- Aim of the task
Report how many lines in the entries below have the word "index" in them, and give no other words.

- Study material
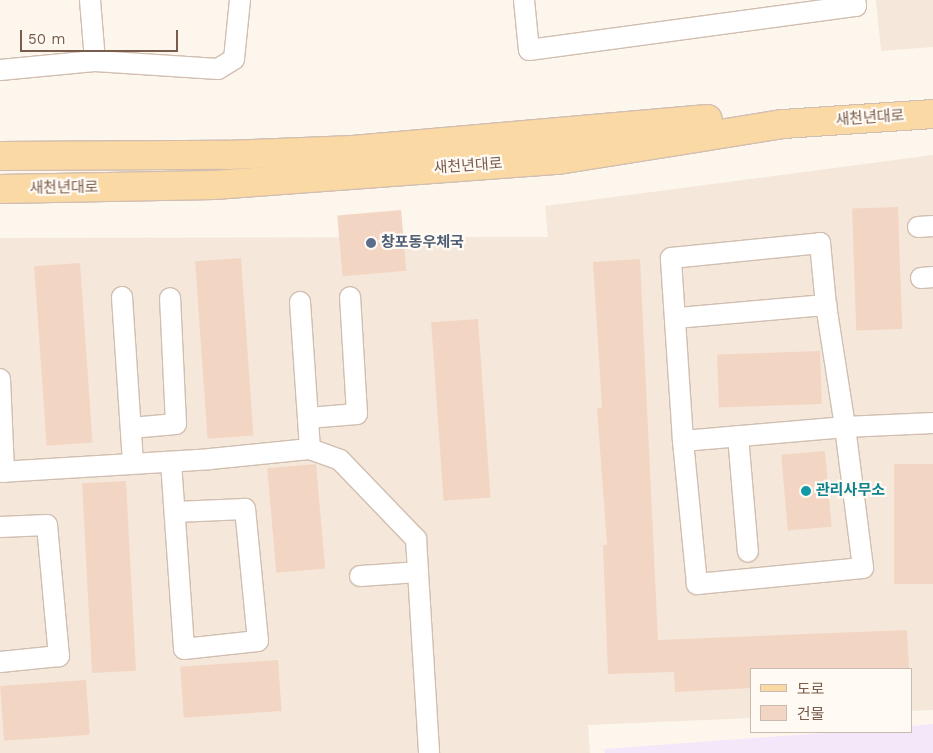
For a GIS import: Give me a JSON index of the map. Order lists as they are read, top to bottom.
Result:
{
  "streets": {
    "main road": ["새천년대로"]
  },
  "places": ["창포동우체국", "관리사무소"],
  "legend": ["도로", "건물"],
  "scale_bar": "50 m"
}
* * *
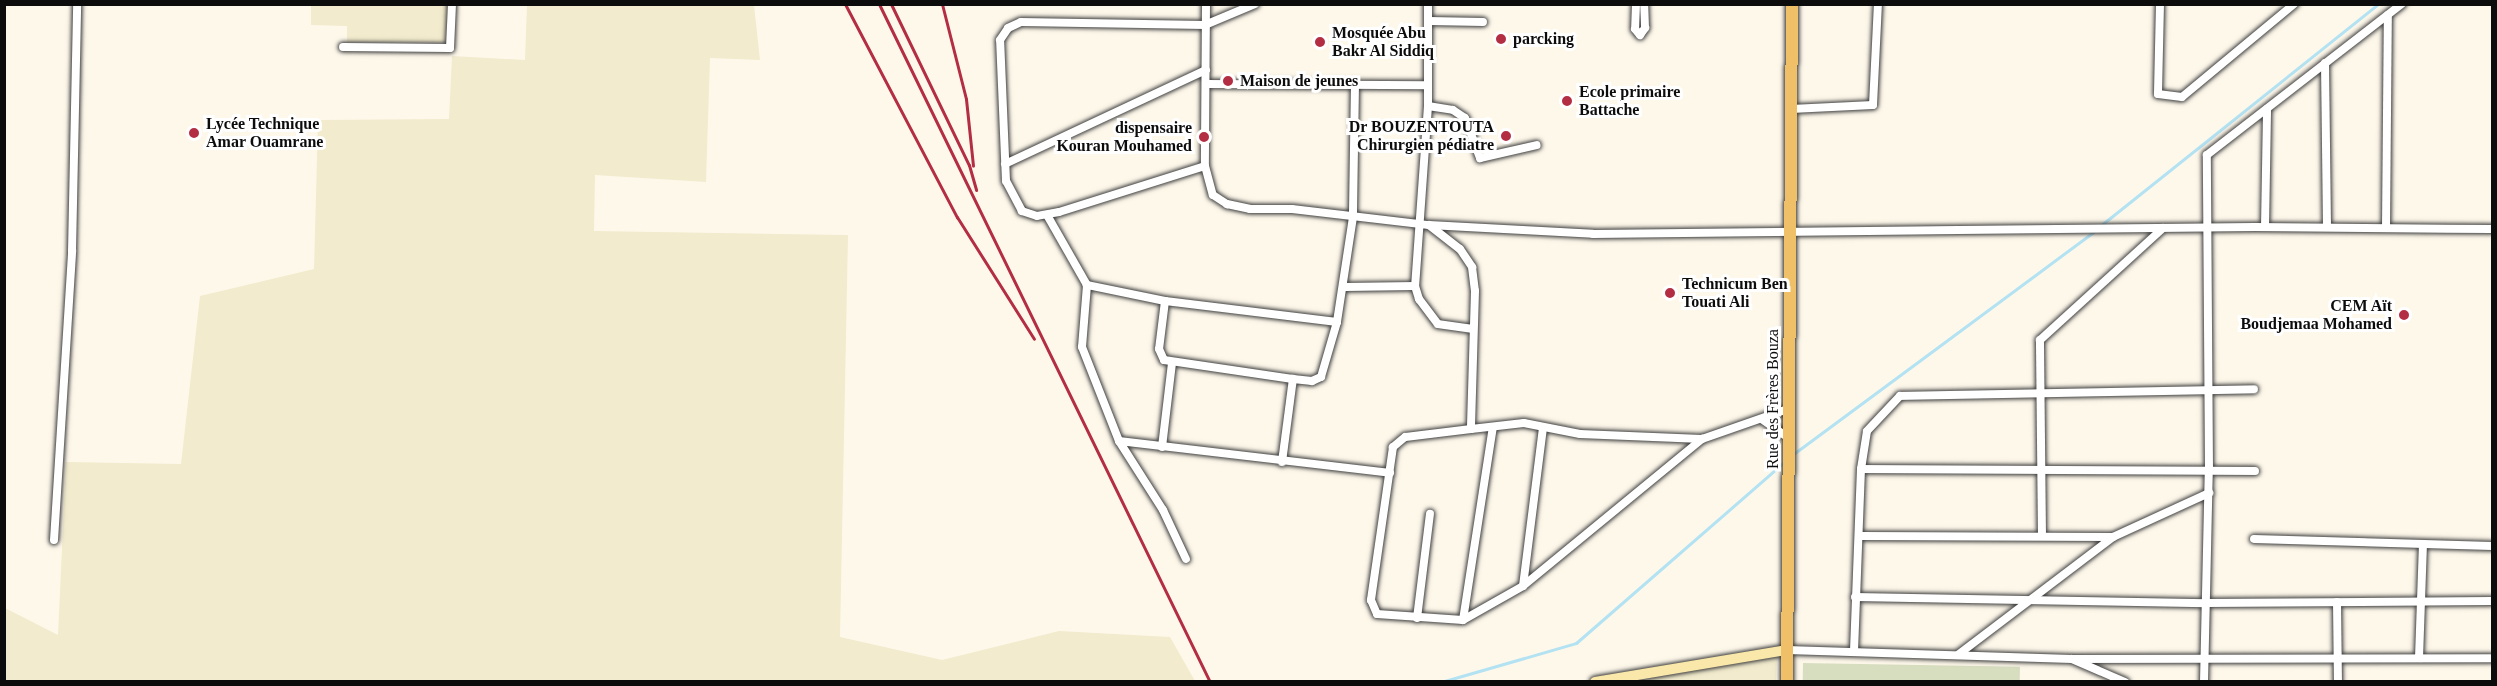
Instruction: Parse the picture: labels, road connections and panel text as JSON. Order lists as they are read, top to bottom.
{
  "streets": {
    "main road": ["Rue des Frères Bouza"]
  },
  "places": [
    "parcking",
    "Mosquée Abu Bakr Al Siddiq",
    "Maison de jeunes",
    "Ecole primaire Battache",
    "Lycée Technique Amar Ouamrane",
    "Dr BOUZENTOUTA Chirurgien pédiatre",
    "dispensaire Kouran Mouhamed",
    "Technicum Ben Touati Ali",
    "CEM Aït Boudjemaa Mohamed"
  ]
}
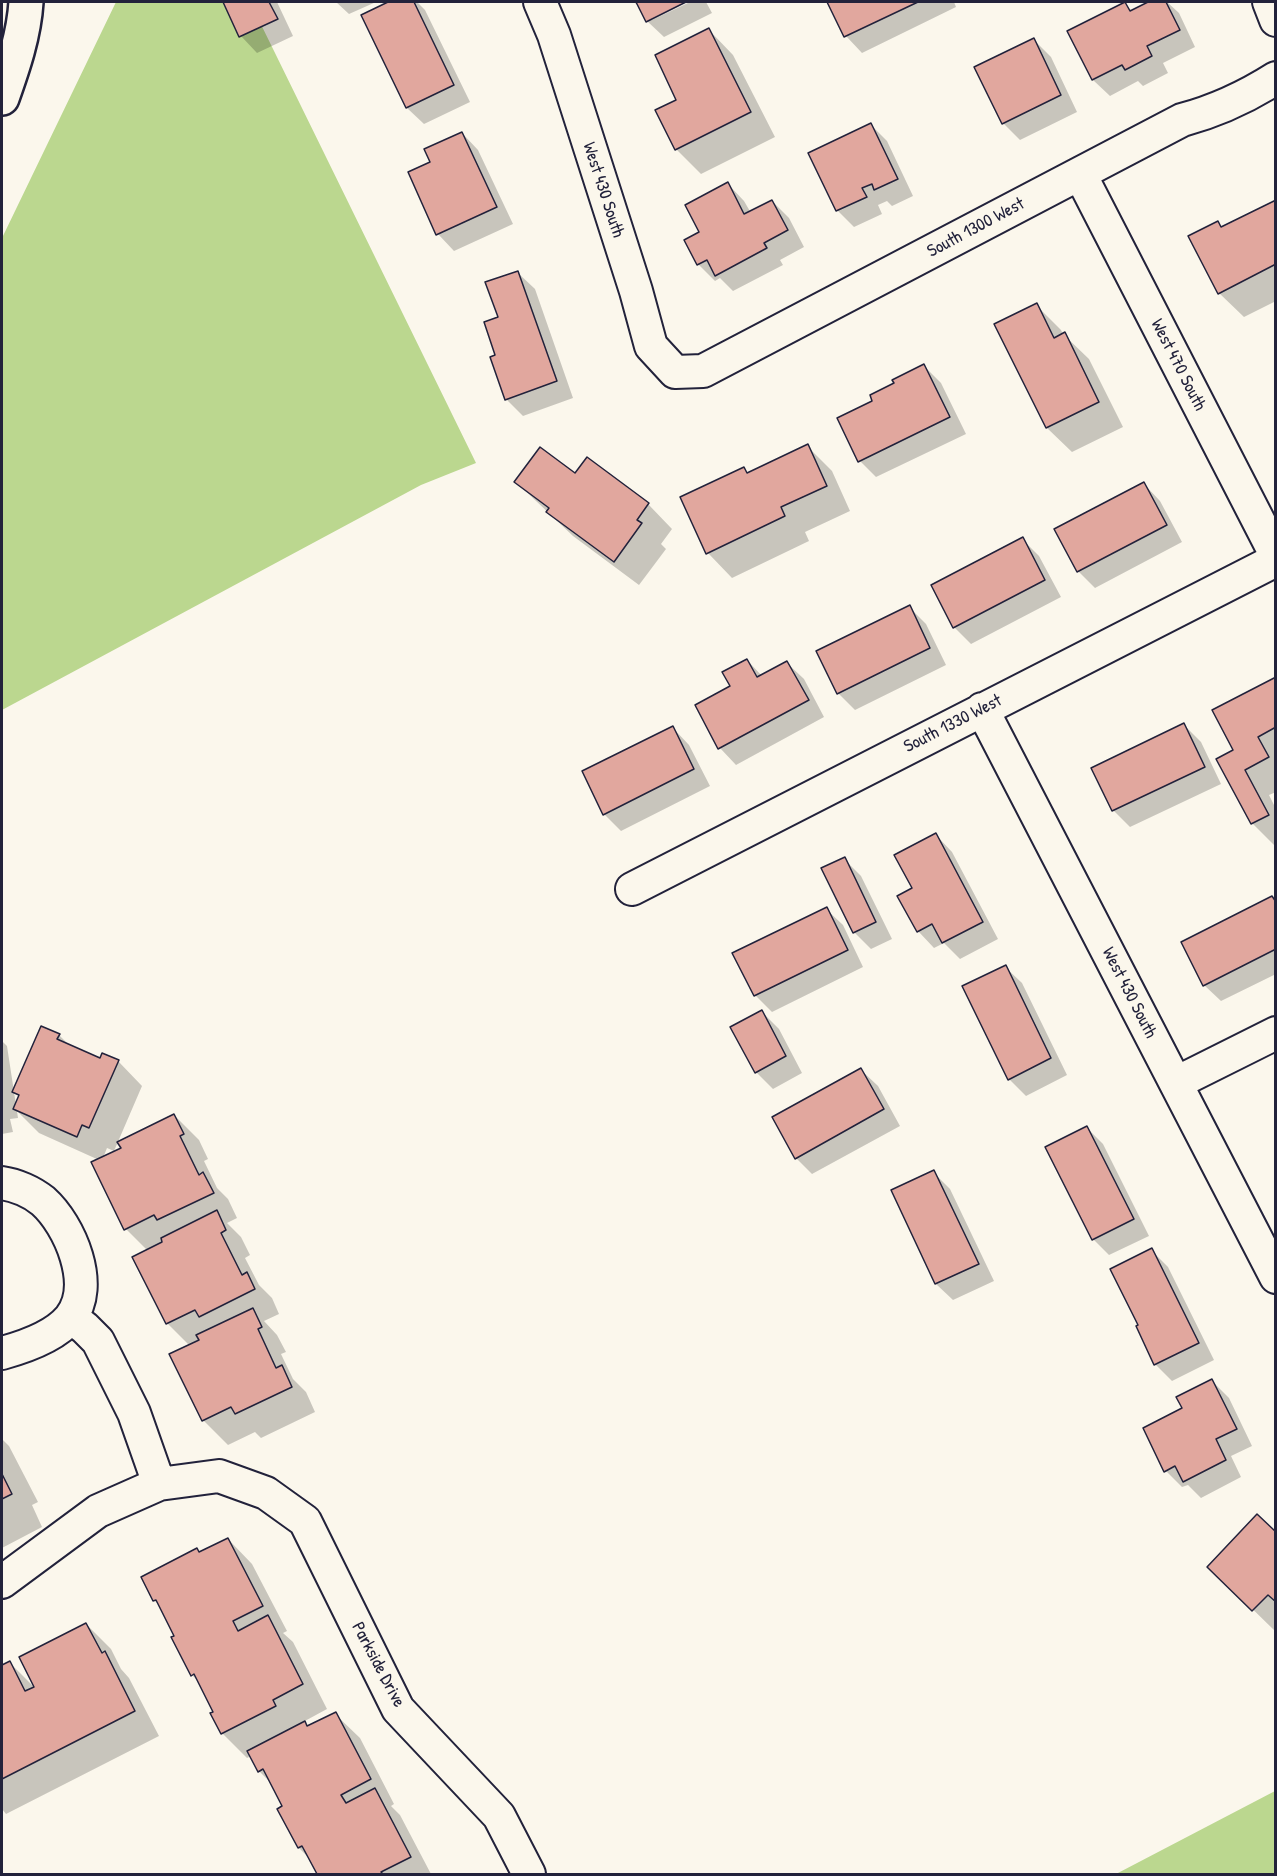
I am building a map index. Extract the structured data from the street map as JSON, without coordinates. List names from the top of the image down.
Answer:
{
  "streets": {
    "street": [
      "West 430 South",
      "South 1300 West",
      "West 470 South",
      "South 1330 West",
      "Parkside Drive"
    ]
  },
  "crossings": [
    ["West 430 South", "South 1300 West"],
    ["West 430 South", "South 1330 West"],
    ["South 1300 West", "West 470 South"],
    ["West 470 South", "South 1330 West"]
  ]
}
* * *
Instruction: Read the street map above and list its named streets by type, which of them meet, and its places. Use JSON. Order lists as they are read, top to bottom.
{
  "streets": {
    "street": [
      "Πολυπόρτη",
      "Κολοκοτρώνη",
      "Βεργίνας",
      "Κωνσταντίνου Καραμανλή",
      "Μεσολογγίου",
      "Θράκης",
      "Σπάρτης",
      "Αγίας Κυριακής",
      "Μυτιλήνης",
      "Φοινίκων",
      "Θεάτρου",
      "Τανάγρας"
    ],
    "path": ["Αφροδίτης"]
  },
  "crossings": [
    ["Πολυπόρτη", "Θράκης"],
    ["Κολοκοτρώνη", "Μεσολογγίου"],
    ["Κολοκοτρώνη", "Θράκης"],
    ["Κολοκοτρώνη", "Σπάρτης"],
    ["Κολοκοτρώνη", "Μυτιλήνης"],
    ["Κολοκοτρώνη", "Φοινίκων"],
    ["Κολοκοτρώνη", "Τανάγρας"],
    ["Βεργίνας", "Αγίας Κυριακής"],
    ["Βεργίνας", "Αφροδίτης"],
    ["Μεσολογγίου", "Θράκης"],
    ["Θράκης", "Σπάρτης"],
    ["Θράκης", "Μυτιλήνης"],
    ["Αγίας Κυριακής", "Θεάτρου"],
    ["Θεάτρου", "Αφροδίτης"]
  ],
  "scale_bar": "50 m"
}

- Result of the exercise
2